During the early years of the Great Depression, the New Brunswick Electric Power Commission built the province's first thermal generating station at Newcastle Creek on the shores of Grand Lake. Opened in 1931, the Grand Lake Generating Station accessed coal from nearby deposits. NB Power closed the Grand Lake Station when its operating license expired in June 2010. As the Station has been NB Coal’s only customer since 2000, NB Coal closed in December 2009. On April 19, 2012 the Grand Lake Generating Station was demolished, and by this time all coal mining in New Brunswick had ended.

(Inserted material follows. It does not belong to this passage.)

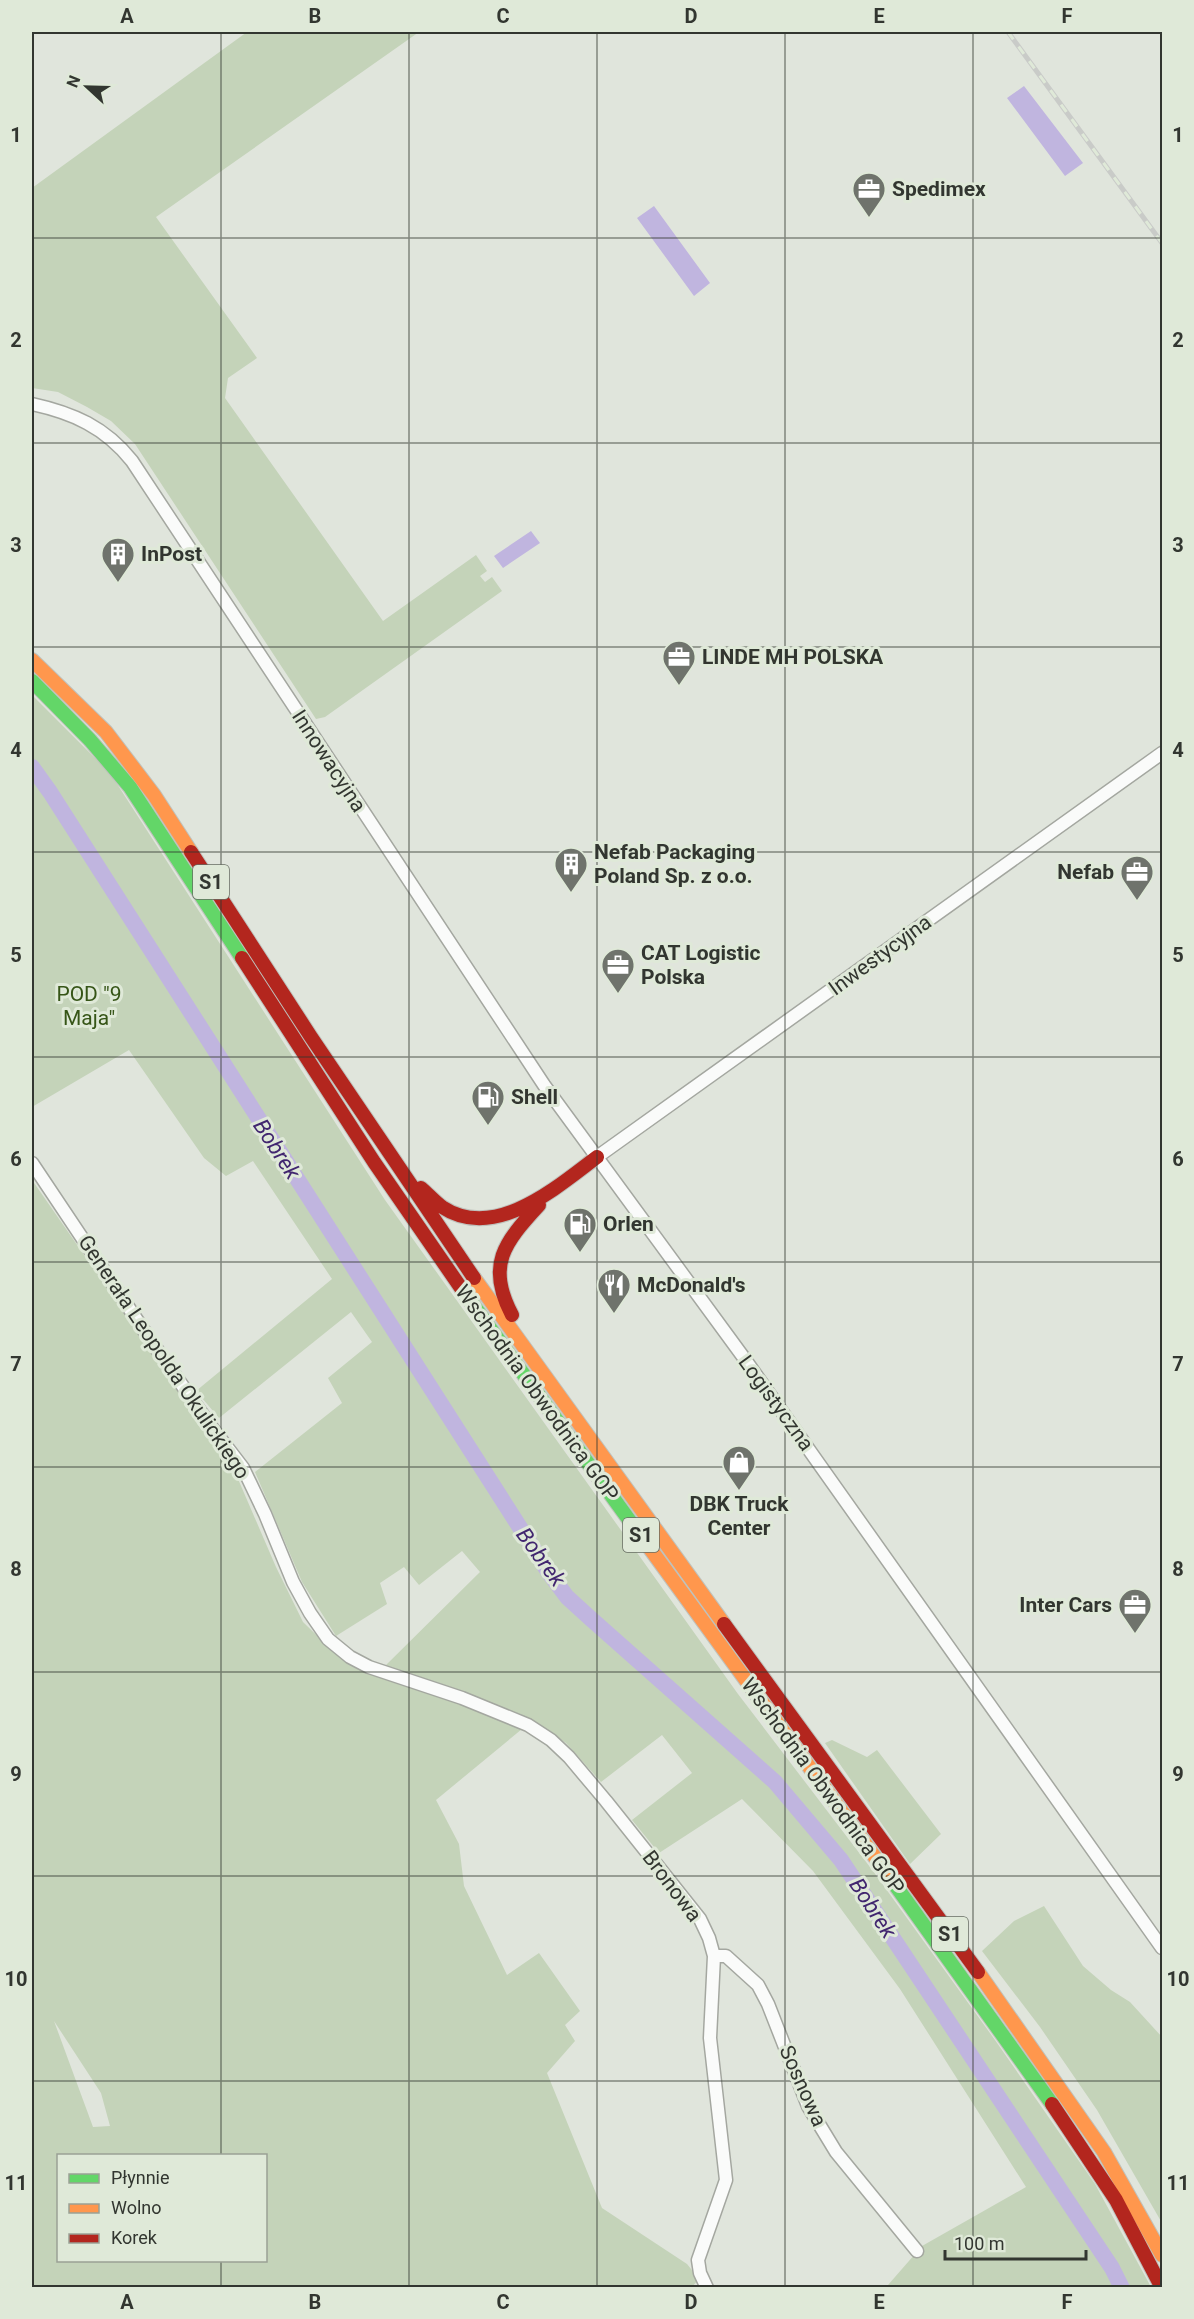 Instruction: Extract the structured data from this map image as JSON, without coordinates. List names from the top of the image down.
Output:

==World War II internment camp==
During the Second World War, the largest internment camp in eastern Canada was located in the hamlet of Ripples, 10 km west of the village of Minto. Originally it was home to German and Austrian Jews, both orthodox and non-observant, as well as to other refugees, all of whom had fled the Nazis to England.
Some prisoners later became notable, including theologian Gregory Baum, chemist Ernest Eliel and physicist Walter Kohn. Later, after these refugees had been released into Canadian life, it became a camp mostly for German and Italian prisoners of war, as well as some sympathizers such as Canadian fascist Adrien Arcand. Its most notable prisoner at this time was the anti-conscriptionist mayor of Montreal, Camillien Houde.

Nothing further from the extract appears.